WHAT THE TASK ASKS:
Would you find each line in the entries below with the string "fillStyle" and copy it?

DATA PROVIDED:
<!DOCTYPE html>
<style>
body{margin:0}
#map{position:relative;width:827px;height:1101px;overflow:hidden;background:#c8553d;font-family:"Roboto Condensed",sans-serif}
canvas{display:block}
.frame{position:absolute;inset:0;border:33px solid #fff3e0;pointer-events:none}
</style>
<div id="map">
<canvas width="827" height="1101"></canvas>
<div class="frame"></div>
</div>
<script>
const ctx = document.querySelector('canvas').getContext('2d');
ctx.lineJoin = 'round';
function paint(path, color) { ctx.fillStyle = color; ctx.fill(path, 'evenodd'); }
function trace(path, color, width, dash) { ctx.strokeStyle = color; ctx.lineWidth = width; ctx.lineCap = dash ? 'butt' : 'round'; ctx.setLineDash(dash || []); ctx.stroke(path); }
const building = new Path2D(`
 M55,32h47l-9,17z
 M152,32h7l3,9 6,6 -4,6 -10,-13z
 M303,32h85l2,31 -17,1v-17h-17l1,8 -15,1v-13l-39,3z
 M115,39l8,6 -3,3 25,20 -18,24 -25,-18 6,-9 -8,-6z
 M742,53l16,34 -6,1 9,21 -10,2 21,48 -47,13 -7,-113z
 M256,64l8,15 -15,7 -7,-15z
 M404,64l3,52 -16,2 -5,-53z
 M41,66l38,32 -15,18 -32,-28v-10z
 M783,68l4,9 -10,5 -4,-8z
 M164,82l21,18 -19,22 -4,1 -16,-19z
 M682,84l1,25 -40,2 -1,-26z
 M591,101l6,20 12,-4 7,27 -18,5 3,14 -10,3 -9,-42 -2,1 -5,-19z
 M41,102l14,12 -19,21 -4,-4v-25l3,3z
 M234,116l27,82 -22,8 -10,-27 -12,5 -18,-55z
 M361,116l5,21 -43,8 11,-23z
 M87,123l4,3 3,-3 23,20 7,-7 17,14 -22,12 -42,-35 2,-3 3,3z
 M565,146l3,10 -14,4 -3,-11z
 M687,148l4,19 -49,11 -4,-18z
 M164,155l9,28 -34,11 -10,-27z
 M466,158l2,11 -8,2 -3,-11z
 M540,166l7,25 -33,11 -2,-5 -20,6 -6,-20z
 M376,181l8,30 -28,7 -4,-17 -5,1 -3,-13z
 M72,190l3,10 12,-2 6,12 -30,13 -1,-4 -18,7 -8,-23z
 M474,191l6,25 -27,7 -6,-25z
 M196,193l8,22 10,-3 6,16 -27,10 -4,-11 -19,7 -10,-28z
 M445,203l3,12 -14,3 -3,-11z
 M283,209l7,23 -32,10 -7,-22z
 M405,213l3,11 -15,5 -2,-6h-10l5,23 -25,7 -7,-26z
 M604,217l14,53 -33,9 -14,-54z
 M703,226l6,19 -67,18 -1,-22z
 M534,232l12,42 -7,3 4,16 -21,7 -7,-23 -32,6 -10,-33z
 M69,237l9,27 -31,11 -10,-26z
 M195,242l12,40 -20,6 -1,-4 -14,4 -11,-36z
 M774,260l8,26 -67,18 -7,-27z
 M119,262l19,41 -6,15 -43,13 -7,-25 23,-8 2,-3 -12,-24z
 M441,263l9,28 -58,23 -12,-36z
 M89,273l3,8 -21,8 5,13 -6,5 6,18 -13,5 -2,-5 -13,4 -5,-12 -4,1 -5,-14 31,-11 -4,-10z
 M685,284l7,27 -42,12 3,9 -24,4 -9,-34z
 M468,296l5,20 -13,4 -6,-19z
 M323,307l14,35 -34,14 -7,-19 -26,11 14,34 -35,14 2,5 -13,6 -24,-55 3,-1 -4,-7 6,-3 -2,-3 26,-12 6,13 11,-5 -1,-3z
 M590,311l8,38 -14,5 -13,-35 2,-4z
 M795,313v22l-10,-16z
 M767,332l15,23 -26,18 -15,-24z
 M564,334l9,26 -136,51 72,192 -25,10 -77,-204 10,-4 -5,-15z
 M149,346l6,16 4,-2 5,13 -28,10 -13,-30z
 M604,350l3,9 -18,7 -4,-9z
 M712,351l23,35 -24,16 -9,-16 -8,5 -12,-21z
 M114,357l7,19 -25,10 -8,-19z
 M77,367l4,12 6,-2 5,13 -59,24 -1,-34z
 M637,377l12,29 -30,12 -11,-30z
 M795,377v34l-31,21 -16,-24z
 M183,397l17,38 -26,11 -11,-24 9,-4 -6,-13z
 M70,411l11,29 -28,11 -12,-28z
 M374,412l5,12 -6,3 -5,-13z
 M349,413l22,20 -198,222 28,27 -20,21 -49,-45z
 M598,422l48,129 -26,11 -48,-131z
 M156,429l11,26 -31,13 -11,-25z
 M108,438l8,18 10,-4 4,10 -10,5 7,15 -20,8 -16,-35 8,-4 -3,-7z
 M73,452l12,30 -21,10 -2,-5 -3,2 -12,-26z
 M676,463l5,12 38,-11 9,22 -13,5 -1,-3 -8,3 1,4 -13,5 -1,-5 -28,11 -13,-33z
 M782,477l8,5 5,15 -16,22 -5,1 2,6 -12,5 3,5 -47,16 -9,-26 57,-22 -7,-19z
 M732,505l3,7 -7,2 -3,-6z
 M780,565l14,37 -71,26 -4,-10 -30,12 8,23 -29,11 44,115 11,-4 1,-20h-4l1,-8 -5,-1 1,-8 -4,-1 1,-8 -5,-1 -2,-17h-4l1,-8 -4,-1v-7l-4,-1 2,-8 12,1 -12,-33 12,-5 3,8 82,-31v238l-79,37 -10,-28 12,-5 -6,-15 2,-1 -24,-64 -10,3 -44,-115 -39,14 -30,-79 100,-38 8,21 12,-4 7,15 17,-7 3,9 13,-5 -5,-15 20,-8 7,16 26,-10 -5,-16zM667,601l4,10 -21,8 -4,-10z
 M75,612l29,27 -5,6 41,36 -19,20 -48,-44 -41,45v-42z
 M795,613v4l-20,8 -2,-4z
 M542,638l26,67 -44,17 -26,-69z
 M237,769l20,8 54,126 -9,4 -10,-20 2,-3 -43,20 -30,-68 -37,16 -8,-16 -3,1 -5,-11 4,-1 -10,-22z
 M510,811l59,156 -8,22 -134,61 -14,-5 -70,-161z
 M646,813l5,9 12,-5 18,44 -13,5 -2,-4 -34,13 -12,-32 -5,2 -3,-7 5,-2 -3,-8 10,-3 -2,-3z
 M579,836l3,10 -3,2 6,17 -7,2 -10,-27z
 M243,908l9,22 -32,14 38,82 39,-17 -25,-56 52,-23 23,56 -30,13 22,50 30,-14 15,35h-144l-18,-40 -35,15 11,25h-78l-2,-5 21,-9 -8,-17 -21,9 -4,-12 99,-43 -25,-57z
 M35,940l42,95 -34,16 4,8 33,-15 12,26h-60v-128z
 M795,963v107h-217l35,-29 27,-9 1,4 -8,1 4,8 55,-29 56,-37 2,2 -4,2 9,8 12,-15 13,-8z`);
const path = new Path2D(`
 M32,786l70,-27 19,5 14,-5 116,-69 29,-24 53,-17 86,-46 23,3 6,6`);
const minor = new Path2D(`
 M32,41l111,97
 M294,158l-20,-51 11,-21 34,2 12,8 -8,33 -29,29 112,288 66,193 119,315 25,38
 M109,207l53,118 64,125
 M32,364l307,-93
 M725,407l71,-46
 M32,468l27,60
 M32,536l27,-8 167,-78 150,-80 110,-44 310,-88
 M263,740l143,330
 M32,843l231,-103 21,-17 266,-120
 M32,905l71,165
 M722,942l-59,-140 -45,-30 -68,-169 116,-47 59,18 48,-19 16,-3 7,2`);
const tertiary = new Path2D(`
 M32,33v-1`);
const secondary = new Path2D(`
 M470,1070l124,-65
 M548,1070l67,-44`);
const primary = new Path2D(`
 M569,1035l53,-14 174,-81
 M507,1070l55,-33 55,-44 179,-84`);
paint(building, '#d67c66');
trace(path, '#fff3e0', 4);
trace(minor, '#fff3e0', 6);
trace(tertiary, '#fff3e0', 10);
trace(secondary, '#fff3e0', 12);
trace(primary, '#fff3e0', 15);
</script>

...

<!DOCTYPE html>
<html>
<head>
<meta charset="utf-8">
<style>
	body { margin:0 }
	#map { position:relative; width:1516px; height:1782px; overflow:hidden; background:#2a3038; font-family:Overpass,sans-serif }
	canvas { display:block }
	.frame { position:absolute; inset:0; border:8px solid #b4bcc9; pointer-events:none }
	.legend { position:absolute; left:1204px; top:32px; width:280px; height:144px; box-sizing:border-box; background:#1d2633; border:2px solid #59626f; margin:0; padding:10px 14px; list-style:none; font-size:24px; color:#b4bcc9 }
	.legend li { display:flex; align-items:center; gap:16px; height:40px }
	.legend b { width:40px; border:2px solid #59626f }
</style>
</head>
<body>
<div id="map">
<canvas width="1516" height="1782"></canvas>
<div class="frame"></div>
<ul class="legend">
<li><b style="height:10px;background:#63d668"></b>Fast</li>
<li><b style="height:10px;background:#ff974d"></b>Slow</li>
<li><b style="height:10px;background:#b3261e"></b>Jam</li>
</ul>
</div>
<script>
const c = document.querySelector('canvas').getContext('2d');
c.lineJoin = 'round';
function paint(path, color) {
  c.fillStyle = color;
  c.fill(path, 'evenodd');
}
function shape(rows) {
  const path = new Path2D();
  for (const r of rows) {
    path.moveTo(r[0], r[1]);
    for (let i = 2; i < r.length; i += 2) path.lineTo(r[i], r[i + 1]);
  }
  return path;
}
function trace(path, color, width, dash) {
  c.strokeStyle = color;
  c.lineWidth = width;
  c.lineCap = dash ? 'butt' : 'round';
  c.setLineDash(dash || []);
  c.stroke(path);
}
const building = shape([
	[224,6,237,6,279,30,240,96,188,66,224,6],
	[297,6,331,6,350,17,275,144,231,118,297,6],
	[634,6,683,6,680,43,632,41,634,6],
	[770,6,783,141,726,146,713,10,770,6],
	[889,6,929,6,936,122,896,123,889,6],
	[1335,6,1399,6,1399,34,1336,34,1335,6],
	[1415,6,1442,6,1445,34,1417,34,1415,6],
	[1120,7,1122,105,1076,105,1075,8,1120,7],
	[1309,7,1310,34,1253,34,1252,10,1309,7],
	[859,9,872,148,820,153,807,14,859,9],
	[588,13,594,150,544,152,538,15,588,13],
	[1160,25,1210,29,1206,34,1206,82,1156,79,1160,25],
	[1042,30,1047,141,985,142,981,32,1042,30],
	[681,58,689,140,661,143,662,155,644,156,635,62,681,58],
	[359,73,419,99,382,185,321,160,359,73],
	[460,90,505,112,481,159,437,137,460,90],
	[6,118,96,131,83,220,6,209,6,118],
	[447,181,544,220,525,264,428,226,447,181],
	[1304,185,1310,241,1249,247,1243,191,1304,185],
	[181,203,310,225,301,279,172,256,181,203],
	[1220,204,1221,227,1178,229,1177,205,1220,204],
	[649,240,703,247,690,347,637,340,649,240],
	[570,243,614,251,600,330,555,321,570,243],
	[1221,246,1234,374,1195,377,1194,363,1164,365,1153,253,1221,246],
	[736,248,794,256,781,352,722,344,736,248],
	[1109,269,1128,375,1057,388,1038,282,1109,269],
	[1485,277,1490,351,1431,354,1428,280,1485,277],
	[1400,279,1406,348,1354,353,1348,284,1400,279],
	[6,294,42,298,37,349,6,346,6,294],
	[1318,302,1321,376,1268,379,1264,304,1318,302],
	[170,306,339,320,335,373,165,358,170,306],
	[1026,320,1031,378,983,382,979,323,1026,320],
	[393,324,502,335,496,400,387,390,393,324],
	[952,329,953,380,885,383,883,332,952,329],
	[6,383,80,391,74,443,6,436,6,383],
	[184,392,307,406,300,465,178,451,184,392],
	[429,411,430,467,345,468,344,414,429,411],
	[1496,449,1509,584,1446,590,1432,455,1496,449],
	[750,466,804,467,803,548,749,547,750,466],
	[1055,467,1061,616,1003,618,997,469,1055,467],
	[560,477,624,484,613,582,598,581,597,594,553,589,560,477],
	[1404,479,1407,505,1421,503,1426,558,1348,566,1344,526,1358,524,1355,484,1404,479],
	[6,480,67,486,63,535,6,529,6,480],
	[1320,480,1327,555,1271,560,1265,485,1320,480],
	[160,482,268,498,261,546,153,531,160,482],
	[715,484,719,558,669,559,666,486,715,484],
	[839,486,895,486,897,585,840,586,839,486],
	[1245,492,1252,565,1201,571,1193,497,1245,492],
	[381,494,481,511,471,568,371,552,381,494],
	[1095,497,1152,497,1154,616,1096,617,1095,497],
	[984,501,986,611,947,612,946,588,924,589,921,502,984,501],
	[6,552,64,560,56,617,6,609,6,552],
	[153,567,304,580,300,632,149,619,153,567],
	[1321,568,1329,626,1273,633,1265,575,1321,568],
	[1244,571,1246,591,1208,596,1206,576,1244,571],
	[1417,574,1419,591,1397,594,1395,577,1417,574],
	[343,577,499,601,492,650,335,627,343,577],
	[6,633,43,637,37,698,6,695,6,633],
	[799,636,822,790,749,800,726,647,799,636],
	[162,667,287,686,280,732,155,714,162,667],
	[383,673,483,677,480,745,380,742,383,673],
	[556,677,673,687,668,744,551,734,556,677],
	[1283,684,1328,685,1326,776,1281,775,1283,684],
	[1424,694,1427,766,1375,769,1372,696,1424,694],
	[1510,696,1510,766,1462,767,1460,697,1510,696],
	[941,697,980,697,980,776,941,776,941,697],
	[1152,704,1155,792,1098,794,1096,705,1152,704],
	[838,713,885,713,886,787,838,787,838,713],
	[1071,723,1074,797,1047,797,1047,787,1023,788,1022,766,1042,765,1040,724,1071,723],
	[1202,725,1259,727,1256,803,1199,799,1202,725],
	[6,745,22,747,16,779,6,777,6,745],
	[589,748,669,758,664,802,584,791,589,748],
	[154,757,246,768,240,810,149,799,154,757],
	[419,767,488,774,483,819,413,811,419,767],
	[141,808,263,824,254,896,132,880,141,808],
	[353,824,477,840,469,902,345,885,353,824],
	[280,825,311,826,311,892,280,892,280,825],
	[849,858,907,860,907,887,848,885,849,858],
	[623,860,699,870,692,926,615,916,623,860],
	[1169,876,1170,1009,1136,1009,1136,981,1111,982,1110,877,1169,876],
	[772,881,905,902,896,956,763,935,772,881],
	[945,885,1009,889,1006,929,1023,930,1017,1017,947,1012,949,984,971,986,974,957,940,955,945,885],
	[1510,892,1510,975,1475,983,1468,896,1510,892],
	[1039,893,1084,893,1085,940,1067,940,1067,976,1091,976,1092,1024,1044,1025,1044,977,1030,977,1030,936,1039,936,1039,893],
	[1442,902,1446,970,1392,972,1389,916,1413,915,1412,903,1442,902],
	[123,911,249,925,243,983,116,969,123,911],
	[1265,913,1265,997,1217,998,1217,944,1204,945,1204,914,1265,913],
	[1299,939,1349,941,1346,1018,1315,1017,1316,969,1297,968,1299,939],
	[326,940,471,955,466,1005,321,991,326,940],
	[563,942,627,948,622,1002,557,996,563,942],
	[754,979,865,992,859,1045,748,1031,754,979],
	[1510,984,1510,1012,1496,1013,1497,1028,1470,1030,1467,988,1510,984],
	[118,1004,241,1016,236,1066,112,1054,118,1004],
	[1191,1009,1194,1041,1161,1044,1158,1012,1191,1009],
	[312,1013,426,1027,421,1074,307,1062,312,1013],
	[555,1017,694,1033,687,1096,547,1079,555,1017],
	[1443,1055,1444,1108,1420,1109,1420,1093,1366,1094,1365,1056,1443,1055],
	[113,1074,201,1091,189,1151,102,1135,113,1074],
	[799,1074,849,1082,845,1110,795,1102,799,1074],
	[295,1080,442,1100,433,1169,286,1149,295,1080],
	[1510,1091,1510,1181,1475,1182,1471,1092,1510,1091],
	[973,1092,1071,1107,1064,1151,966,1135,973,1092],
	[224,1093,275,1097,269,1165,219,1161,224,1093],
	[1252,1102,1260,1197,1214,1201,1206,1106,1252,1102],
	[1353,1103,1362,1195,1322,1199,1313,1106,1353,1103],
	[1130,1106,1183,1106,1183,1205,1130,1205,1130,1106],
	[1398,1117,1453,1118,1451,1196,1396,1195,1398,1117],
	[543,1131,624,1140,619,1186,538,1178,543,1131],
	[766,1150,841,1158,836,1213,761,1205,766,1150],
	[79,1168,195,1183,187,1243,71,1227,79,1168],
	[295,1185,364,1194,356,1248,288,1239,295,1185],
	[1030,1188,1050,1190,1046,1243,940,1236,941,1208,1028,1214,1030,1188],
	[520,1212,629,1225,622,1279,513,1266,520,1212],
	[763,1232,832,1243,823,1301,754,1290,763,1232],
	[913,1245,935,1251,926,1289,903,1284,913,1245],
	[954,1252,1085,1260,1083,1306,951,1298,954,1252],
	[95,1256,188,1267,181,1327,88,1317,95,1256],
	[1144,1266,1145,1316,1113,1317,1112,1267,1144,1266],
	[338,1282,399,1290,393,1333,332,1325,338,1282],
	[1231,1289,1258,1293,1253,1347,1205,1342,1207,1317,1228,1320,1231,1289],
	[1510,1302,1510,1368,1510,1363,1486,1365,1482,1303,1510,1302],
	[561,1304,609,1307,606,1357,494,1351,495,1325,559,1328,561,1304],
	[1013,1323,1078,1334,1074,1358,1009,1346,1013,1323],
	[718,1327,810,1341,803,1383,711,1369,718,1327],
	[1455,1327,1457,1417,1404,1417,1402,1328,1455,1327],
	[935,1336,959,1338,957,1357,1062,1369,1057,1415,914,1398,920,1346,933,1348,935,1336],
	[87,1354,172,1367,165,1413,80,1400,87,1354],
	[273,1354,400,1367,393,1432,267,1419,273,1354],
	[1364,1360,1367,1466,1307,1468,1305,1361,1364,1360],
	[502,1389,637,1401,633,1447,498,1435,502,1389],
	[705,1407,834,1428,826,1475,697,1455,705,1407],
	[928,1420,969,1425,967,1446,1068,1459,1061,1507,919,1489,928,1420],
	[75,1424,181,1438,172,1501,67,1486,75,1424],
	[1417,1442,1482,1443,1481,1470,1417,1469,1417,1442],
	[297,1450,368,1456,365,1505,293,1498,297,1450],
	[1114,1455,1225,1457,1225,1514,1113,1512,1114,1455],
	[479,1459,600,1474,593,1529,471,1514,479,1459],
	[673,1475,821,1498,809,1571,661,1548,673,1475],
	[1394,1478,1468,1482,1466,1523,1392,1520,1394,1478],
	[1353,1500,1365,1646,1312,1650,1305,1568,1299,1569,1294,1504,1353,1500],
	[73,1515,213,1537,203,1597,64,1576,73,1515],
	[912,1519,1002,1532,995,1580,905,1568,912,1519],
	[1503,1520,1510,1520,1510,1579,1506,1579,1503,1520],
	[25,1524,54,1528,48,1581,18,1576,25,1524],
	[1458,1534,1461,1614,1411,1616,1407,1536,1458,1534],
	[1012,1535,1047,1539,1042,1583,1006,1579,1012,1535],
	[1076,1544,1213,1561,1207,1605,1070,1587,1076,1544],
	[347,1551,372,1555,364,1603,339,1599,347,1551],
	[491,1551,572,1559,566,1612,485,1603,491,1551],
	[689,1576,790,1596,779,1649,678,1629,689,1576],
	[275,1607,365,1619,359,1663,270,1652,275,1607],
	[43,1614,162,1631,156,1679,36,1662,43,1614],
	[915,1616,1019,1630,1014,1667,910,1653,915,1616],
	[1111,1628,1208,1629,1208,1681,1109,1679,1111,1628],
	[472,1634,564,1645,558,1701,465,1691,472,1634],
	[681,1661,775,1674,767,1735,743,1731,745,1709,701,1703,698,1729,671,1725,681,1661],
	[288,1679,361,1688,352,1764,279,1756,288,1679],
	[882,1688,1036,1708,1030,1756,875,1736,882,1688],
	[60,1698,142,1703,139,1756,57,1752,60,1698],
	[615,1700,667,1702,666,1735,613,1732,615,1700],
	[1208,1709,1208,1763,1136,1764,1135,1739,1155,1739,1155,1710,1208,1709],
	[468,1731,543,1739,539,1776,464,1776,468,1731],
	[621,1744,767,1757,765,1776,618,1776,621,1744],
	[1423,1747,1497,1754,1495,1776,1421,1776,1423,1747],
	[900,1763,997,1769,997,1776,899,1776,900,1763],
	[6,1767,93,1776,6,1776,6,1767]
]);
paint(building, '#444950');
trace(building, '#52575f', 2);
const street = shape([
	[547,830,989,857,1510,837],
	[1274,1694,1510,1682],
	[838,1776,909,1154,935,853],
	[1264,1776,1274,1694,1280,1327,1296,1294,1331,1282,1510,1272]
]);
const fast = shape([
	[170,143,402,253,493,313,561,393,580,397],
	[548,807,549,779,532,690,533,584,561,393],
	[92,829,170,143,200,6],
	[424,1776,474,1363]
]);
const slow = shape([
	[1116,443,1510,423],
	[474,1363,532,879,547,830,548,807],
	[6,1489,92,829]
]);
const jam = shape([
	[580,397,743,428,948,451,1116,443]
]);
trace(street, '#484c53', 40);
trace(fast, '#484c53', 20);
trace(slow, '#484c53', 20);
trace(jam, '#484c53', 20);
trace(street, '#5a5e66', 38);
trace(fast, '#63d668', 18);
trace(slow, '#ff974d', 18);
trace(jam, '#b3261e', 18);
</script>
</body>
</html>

PROBLEM SOLUTION:
function paint(path, color) { ctx.fillStyle = color; ctx.fill(path, 'evenodd'); }
  c.fillStyle = color;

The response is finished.